Strange Fruit Covers

Piece in UGA Student Newspaper

May 1944 NY Herald on Banning

Introduction

Published on February 29, 1944, Strange Fruit was an instant success. It was translated into fifteen languages, banned in Boston, MA, and caused both praise and condemnation from readers. The book sold between 25,000 and 30,000 copies per week, making it a bestseller. The novel tells multiple stories, but the central narrative revolves around the interracial romance between Tracy Dean and Nonnie Anderson in post-World War I Maxwell, Georgia. 

A week before its release, Smith wrote to Edwin Embree about the book’s intended audience and why she did not want her campers reading it. She wrote, 

I have written my camp patrons each a personal letter, explaining why I wrote the book, why it will perhaps be wise for the little campers not to read it . . . and I have tried to tell them too what I want the book to do. I was deeply shaken to the roots when letters began pouring in saying that the campers had ordered the book and that one teacher in Macon was going to read it to her class of little boys and girls. 

Some of the campers’ parents read Strange Fruit and condemned Smith, pulling their daughters out of the camp and telling them to never mention Smith’s name again. 

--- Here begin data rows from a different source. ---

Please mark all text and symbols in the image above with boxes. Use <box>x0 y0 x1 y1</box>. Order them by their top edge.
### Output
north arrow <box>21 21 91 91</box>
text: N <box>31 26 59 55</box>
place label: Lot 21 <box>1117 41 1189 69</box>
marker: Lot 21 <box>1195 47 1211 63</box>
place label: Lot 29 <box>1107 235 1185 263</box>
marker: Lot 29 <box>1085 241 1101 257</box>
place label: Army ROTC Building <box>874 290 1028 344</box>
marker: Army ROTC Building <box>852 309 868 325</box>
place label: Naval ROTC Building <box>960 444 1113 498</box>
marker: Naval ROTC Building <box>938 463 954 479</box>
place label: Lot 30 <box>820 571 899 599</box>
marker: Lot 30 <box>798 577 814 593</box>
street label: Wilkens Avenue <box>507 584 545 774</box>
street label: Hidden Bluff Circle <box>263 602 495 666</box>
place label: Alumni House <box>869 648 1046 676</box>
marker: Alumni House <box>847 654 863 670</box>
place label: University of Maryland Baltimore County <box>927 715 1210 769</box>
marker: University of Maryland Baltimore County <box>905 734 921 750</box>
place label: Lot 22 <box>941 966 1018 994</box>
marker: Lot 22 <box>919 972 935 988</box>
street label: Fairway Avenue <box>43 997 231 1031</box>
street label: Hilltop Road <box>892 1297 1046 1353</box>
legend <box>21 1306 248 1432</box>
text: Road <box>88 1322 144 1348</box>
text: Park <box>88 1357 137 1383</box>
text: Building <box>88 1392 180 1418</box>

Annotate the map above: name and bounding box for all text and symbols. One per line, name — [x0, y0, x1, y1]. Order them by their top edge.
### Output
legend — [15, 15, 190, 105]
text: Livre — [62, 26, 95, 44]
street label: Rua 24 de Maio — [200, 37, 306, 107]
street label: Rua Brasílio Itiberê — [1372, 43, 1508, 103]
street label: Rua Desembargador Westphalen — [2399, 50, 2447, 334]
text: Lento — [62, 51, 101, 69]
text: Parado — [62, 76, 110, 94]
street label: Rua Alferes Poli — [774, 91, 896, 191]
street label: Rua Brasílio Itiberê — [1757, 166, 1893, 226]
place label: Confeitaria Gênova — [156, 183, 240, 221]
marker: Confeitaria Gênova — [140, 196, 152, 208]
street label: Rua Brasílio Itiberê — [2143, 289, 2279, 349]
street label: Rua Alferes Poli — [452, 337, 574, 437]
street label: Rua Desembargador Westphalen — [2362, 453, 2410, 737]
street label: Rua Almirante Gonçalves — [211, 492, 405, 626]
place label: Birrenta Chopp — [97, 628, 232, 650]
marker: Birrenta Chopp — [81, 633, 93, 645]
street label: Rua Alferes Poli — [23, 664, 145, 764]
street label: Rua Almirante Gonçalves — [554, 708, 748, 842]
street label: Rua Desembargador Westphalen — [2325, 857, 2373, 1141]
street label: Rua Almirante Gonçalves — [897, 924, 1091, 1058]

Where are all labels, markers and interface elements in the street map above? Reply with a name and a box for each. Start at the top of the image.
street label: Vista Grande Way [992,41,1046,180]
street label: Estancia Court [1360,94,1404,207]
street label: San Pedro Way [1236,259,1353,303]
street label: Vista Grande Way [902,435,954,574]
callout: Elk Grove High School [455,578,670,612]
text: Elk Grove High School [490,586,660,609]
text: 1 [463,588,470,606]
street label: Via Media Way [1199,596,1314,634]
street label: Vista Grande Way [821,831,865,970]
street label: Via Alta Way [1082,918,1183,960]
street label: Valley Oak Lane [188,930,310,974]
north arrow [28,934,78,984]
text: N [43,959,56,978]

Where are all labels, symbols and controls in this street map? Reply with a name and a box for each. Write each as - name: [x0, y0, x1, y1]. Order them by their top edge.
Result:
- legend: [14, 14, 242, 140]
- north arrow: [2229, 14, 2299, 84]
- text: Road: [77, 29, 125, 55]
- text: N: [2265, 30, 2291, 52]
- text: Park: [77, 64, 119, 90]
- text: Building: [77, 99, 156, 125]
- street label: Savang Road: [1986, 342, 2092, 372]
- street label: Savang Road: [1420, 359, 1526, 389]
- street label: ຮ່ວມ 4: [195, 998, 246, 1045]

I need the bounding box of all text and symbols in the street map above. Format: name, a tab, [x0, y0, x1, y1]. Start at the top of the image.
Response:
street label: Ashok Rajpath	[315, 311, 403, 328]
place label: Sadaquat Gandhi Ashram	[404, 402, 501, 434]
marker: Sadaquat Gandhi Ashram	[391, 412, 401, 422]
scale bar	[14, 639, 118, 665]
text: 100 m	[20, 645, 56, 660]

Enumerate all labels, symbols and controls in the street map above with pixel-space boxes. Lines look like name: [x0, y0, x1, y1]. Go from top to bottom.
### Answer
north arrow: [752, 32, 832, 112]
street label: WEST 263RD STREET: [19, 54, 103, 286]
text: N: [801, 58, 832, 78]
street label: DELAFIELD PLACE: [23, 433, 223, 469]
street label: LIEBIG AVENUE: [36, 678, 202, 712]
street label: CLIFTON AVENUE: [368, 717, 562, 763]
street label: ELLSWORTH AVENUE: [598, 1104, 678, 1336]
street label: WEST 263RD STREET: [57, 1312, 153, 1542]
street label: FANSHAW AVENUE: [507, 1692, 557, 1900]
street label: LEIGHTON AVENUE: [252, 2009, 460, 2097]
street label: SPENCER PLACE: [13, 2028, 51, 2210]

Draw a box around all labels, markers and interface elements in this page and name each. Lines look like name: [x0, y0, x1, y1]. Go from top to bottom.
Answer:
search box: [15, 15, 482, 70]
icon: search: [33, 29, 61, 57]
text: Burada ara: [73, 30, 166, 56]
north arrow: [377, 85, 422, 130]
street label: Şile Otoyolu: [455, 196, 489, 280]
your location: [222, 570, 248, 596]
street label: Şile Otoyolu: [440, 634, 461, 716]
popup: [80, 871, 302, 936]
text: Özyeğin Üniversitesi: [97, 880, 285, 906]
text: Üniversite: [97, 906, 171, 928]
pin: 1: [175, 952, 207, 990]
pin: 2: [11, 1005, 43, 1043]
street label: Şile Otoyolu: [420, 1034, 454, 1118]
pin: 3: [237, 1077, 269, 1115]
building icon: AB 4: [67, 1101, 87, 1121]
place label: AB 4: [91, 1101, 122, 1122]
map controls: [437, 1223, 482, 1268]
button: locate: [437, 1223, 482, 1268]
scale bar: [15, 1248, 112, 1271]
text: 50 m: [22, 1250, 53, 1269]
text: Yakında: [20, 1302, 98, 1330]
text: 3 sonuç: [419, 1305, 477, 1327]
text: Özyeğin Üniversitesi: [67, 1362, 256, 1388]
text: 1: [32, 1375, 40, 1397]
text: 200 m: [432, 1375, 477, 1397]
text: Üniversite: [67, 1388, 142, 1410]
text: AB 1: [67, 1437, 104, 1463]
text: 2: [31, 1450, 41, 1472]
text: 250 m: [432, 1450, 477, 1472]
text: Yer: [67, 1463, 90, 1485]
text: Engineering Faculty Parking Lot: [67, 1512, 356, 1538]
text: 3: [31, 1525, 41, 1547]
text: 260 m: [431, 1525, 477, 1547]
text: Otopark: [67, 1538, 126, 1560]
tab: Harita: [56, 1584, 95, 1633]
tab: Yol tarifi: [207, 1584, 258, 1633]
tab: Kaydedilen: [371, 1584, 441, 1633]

Boston immediately banned the distribution of the novel and the postal service refused to send it via mail. They banned the book for the one occurrence of a “four letter word,” to which Smith responded, “Since there were many four-letter words in books I felt something else was bothering them too.” First lady Eleanor Roosevelt got the postal ban lifted, but the book remained banned in Boston till 1990. 

Possible Activities

1. Boston banned Strange Fruit yet it was not banned in Clayton, Smith’s hometown, or even at the University of Georgia. Looking at the newspaper articles, one from the New York Herald and another from UGA’s student newspaper The Red and Black. Research and present on either Boston’s or UGA’s history with race and segregation.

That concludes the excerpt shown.